▶ **Exercise details**:
Please look for the string "buttons" below and report every line in which it occurs.

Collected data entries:
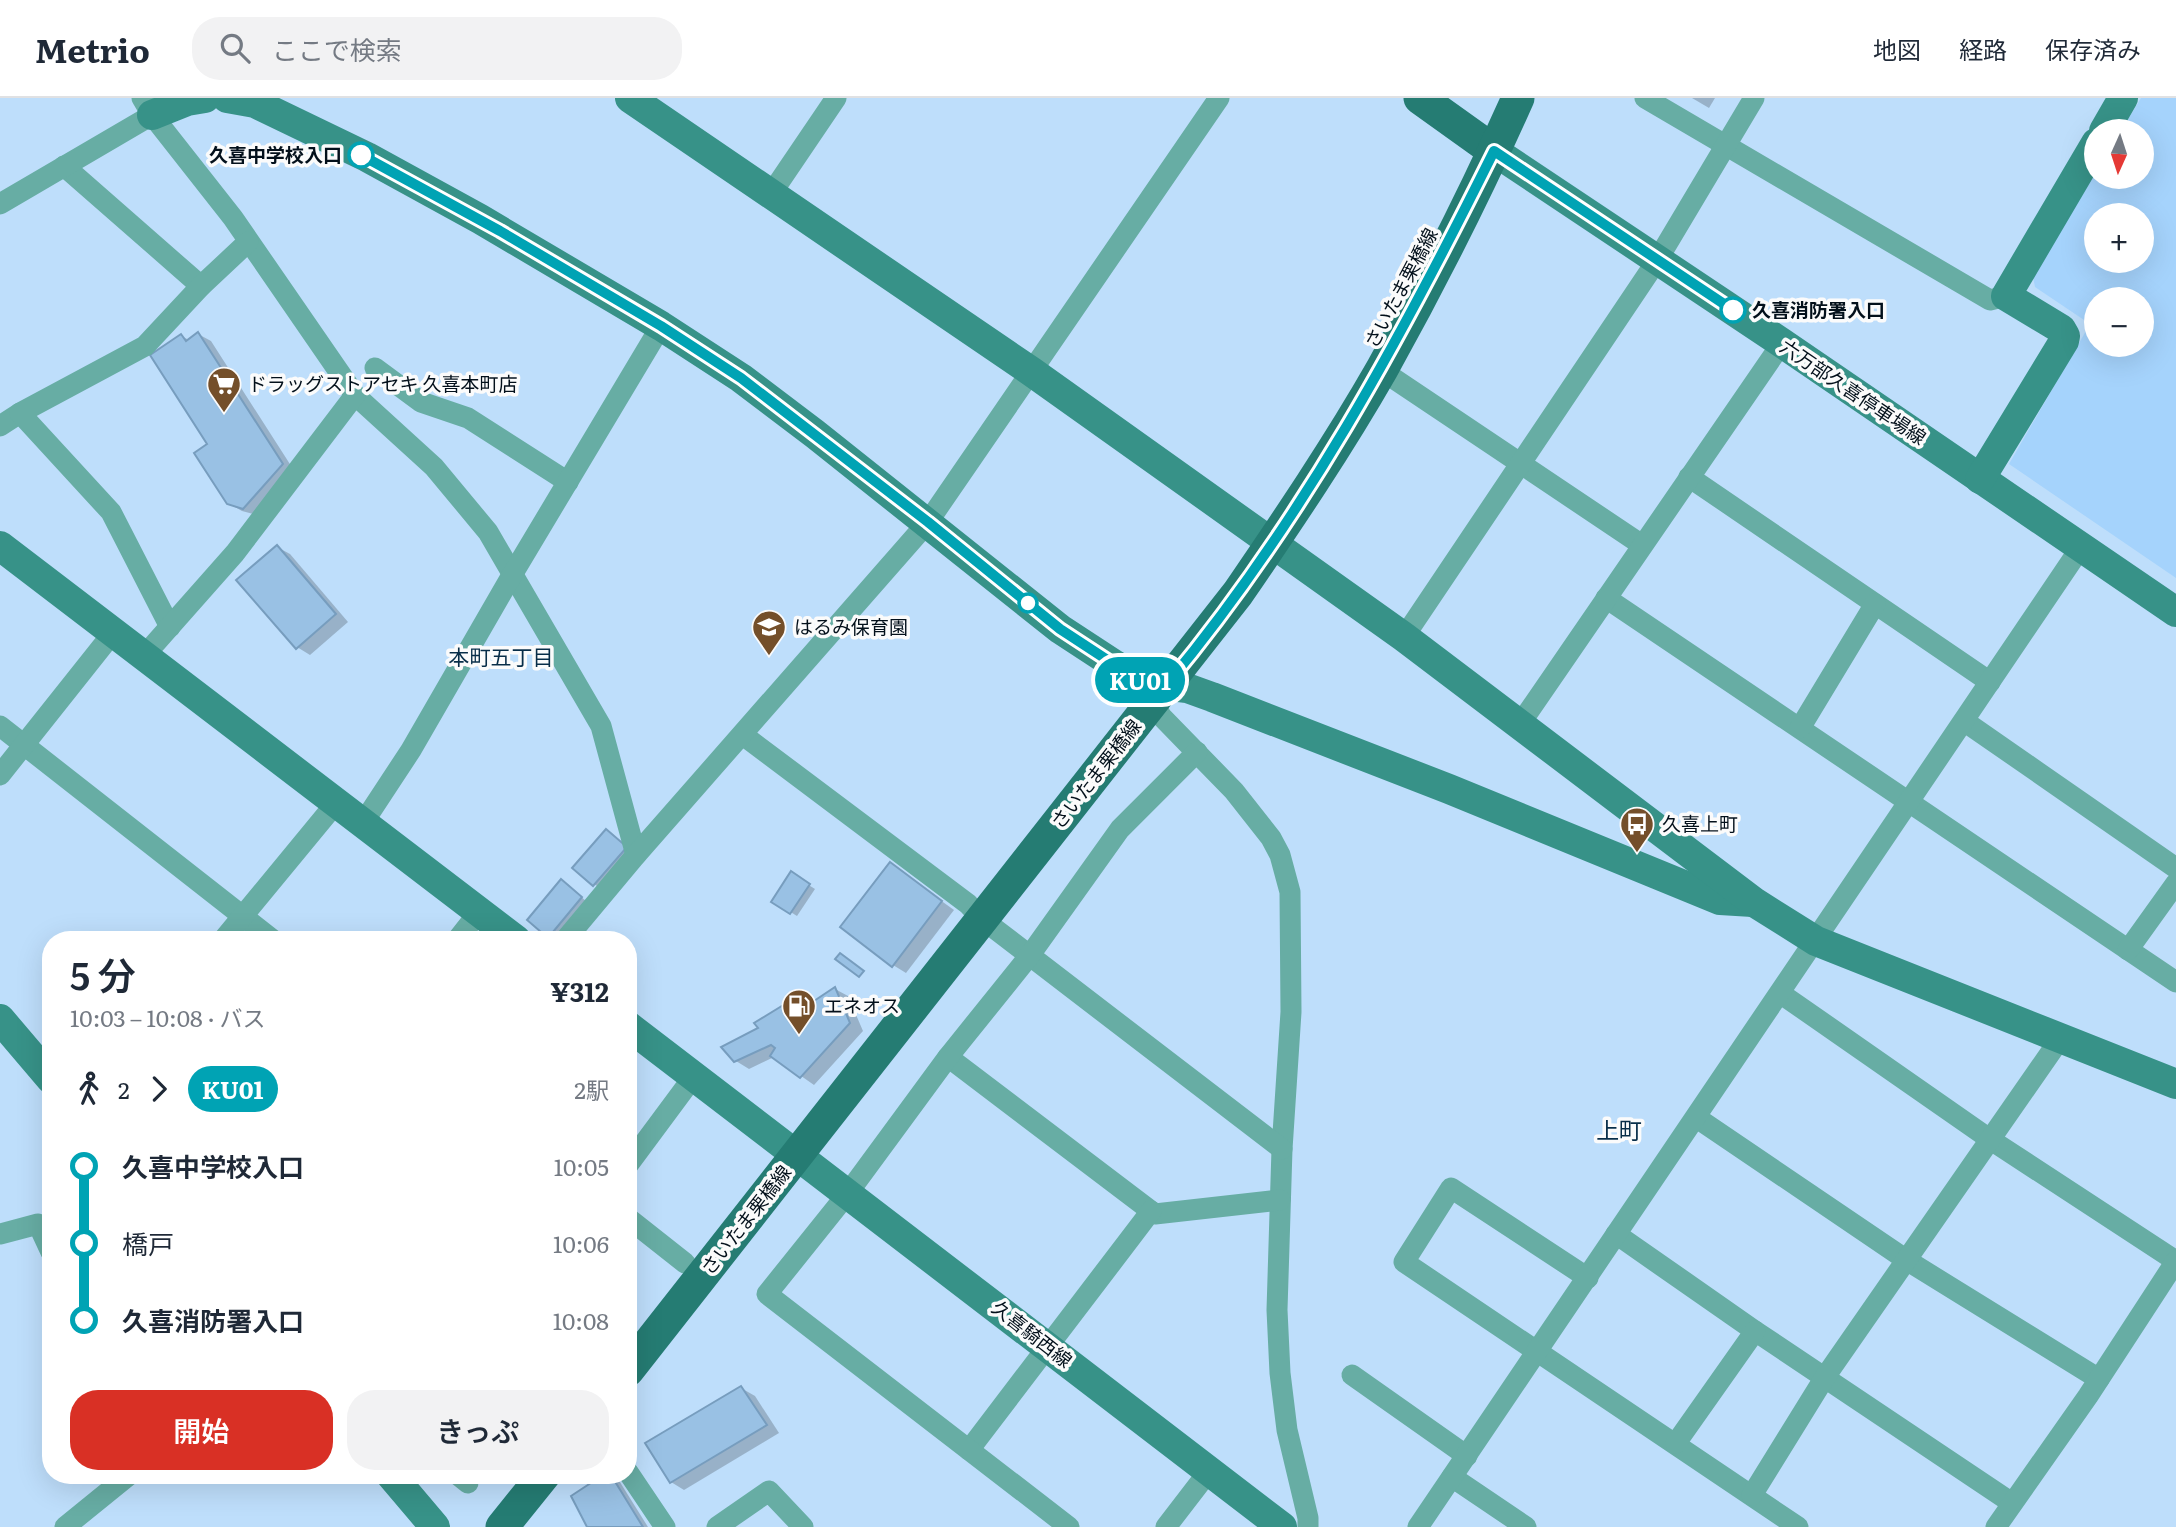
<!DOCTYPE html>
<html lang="ja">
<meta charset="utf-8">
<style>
:root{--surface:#fff;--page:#f2f2f3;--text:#1f2937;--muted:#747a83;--line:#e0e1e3;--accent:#d93025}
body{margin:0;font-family:Literata,"Noto Sans JP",serif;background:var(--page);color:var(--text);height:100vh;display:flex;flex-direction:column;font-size:26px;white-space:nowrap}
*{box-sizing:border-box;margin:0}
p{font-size:23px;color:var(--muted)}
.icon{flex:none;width:38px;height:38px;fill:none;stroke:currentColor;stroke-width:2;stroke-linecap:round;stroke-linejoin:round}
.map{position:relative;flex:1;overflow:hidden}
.panel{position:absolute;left:42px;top:833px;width:595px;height:553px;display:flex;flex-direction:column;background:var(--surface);border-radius:28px;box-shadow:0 7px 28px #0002}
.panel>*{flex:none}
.badge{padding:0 14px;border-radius:23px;font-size:24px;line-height:46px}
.needle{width:46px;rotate:183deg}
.buttons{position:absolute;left:2084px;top:21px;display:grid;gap:14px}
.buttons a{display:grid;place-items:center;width:70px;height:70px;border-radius:50%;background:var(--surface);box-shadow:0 7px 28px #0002;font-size:35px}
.map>.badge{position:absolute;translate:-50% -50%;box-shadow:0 0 0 4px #fff}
.legs{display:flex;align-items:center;gap:10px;height:77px;padding:0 28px;font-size:23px}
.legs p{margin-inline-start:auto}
.summary{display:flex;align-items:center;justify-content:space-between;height:119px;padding:0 28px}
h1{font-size:38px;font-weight:600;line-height:52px}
.primary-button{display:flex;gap:14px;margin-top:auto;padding:14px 28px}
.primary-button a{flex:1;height:80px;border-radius:28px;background:var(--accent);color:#fff;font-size:28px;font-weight:600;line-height:80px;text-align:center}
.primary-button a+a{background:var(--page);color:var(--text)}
ul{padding:0 28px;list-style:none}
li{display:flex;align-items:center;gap:24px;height:77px;font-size:26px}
li i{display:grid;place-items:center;width:10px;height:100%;margin:0 9px;background:currentColor}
li i::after{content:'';width:18px;height:18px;margin:-9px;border:5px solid;border-radius:50%;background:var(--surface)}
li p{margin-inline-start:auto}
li:first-child i{background:linear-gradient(#0000 50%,currentColor 0)}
li:last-child i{background:linear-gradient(currentColor 50%,#0000 0)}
header{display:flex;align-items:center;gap:42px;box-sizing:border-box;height:98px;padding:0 35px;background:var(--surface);border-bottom:2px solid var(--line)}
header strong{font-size:33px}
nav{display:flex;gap:38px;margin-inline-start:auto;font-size:24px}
.search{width:490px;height:63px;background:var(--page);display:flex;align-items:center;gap:18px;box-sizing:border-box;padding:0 24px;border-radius:28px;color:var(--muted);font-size:26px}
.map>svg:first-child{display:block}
</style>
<header>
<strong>Metrio</strong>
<div class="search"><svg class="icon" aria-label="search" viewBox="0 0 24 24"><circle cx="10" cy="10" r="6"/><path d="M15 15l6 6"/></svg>ここで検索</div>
<nav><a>地図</a><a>経路</a><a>保存済み</a></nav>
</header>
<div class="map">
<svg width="2176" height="1429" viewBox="0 0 2176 1429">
<rect width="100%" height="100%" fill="#bedefb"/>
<path fill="#a5d3fc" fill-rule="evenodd" d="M2141,0H2176V480L2009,366L2090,226L2035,189L2033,179L2096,73V79H2142V33H2121ZM2096,117H2142V163H2096ZM2096,201H2142V247H2096Z"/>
<g fill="#0003">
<polygon points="1692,0 1715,0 1709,10"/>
<polygon points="198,236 211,243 295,374 257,417 242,413 228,405 210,347 181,238 189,242"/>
<polygon points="277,449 290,456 348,524 310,557 297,549"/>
<polygon points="606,733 632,754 600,790 594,786"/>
<polygon points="890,766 954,812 906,875 893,867"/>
<polygon points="791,776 815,791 797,818 773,803"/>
<polygon points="568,787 587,804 555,842 549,838"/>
<polygon points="835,891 848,898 863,933 814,987 774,959 749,971 736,963 760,931 785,908 798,916"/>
<polygon points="741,1290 755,1298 779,1335 684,1392 671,1384"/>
<polygon points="611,1377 618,1381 648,1429 589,1429"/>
</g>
<g fill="#99c1e4" stroke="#779dbe" stroke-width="2">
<polygon points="198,234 283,366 243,411 227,406 194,355 207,346 150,257 181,236 186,243"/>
<polygon points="277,447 336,516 296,551 236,482"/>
<polygon points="606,731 627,749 593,788 572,770"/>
<polygon points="890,764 942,803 892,869 840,829"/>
<polygon points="791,773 810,786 790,816 771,804"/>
<polygon points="561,781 582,799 548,840 527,822"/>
<polygon points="840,855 864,873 859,879 835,861"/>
<polygon points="835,889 850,925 800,980 770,958 775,950 771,947 734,964 721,949 758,930 754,925 785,906 793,917"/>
<polygon points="741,1288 767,1327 670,1385 645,1345"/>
<polygon points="603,1377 611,1377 643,1429 587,1429 571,1398"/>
</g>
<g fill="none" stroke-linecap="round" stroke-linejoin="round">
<g stroke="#67ada4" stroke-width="21">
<polyline points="142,0 152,17 233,120 355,297 434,369 488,434 601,628 636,757"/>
<polyline points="1645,0 1990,202 2006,198"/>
<polyline points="64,68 201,188"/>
<polyline points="771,96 836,0"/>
<polyline points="0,106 152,17"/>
<polyline points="375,270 421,304 468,320 568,384"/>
<polyline points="1381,272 1642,447"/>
<polyline points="0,328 20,315"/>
<polyline points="1689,379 1990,584"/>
<polyline points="1606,500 2176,884"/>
<polyline points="170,529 111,414 20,315 145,248 201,188 248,144"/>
<polyline points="1404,539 1658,161 1754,0"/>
<polyline points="143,559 235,455 355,297"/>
<polyline points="1150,594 1161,618 1234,693 1271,740 1280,757 1290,794 1291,914 1282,1051 1277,1212 1280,1275 1287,1332 1308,1420 1308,1429"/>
<polyline points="1964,623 2176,770"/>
<polyline points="1520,626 1782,245"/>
<polyline points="0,628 273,842"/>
<polyline points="1800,630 1875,506"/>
<polyline points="743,637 968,806 982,821 1282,1051"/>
<polyline points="0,677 112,536"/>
<polyline points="363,725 411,652 512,477 661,228"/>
<polyline points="223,842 336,705"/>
<polyline points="457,842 479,814"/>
<polyline points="565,842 636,757 928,424 1219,0"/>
<polyline points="2128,852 2176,785"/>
<polyline points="1780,895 1991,1042 2176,1163"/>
<polyline points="948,959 1155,1116 1280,1102"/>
<polyline points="1697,1020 1908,1163 2099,1281"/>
<polyline points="628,1067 694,978"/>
<polyline points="628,1120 685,1165"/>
<polyline points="0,1136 38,1126 51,1154"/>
<polyline points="1616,1136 1755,1233 2012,1405"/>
<polyline points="1588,1180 1451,1090 1404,1164 1798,1429"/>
<polyline points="1352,1277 1467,1358"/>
<polyline points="1676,1345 1755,1233"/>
<polyline points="969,1352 1151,1113"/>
<polyline points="628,1374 665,1429"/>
<polyline points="458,1377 468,1385"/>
<polyline points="1452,1379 1526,1429"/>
<polyline points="1752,1397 1825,1279 2060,941"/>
<polyline points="65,1429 129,1377"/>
<polyline points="717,1429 769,1393 803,1429"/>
<polyline points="1069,1429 767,1196 848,1095 948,959 1030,857 1120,731 1197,654"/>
<polyline points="1166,1429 1209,1373"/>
<polyline points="1418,1429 2081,449"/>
<polyline points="1996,1429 2088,1298 2176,1163"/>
</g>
<g stroke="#379288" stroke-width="30">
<polyline points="227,0 255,5 367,59 480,121 661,228 741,280 815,336 1060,531 1115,567 1146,585 1187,590 1212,599 1449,691 1720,802 1753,804"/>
<polyline points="630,0 1032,274 1404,539 1754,804 1816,843 2176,986"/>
<polyline points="152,17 187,3 205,0"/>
<polyline points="2104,33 2123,0"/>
<polyline points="1494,53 1782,245 2176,514"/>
<polyline points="1980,381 2064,243 2065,238 2061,231 2006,198 2096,45"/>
<polyline points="0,448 516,842"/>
<polyline points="0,921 51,981"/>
<polyline points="628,928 1282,1429"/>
<polyline points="391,1377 435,1429"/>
</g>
<g stroke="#257c73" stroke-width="33">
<polyline points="1420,0 1494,53"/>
<path d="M628,1272L1238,495C1288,422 1338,348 1382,271C1431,183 1477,92 1518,0"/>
<polyline points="502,1429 544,1377"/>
</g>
</g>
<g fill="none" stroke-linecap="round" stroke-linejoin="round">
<g stroke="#fff" stroke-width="16">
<path id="line-1" d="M361,57L500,133L661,228L741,280L928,424L1060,531L1115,567L1146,585L1167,586C1302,424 1401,240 1494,53L1733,212"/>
</g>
<use href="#line-1" stroke="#00a3b4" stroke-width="10"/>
</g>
<defs>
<g id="supermarket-pin" transform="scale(1.75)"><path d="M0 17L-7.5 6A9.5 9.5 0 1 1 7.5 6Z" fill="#744f2a" stroke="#fbfbfb"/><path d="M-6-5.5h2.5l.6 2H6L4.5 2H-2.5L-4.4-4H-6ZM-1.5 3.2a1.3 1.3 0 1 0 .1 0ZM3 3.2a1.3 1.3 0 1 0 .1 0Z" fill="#fff"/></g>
<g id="school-pin" transform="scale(1.75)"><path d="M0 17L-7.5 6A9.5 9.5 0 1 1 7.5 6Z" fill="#744f2a" stroke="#fbfbfb"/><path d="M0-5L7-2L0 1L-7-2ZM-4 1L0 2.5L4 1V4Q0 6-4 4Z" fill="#fff"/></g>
<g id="bus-pin" transform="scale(1.75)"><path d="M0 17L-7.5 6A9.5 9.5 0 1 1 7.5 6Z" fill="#744f2a" stroke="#fbfbfb"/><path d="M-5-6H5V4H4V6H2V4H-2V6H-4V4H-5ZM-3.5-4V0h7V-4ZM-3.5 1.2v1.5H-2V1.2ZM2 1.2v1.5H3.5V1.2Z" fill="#fff"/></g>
<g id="fuel-pin" transform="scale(1.75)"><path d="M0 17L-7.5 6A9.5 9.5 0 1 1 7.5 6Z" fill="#744f2a" stroke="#fbfbfb"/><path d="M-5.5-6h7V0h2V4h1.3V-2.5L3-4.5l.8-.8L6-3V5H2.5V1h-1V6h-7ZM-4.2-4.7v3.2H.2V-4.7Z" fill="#fff"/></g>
</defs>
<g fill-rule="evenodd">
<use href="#supermarket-pin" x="224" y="286"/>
<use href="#school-pin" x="769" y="529"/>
<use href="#bus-pin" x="1637" y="726"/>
<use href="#fuel-pin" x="799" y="908"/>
</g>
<g fill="#fff" stroke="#00a3b4" stroke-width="3.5">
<circle cx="361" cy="57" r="12"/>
<circle cx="1733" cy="212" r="12"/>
<circle cx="1028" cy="505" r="9"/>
</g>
<g text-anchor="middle" stroke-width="7" stroke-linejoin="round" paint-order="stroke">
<g font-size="19" font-weight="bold" fill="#03101b" stroke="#fbfbfb" text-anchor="end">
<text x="342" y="64">久喜中学校入口</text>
<text x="1752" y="219" text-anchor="start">久喜消防署入口</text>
</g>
<g font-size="19" fill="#03101b" stroke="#fbfbfb">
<text transform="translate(1401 190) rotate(-62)" y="7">さいたま栗橋線</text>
<text transform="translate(1853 294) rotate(34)" y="7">六万部久喜停車場線</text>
<text transform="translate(1096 676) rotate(-52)" y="7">さいたま栗橋線</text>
<text transform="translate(746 1122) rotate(-52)" y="7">さいたま栗橋線</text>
<text transform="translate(1032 1236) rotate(38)" y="7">久喜騎西線</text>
</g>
<g font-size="19" fill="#03101b" stroke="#fbfbfb" text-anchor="start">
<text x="248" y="293">ドラッグストアセキ 久喜本町店</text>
<text x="794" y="536">はるみ保育園</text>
<text x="1662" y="733">久喜上町</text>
<text x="824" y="915">エネオス</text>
</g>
<g font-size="21" fill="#082e49" stroke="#fbfbfb">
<text x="501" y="567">本町五丁目</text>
</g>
<g font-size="23" fill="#082e49" stroke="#fbfbfb">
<text x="1619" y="1041">上町</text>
</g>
</g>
</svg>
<div class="buttons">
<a><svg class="needle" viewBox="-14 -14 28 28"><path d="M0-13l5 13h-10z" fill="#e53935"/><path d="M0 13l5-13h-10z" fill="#747a83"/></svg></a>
<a>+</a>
<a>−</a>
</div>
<b class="badge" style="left:1140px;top:582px;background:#00a3b4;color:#fff">KU01</b>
<section class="panel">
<div class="summary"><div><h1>5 分</h1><p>10:03 – 10:08 · バス</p></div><b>¥312</b></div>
<div class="legs"><svg class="icon" aria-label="walk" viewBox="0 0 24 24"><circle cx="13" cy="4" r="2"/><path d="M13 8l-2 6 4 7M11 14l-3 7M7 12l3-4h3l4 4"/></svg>2<svg class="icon" aria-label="forward" viewBox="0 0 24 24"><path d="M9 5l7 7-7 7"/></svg><b class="badge" style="background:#00a3b4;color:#fff">KU01</b><p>2駅</p></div>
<ul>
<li><i style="color:#00a3b4"></i><b>久喜中学校入口</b><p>10:05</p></li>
<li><i style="color:#00a3b4"></i><span>橋戸</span><p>10:06</p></li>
<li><i style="color:#00a3b4"></i><b>久喜消防署入口</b><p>10:08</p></li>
</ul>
<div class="primary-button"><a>開始</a><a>きっぷ</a></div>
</section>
</div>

▶ **Response area**:
.buttons{position:absolute;left:2084px;top:21px;display:grid;gap:14px}
.buttons a{display:grid;place-items:center;width:70px;height:70px;border-radius:50%;background:var(--surface);box-shadow:0 7px 28px #0002;font-size:35px}
<div class="buttons">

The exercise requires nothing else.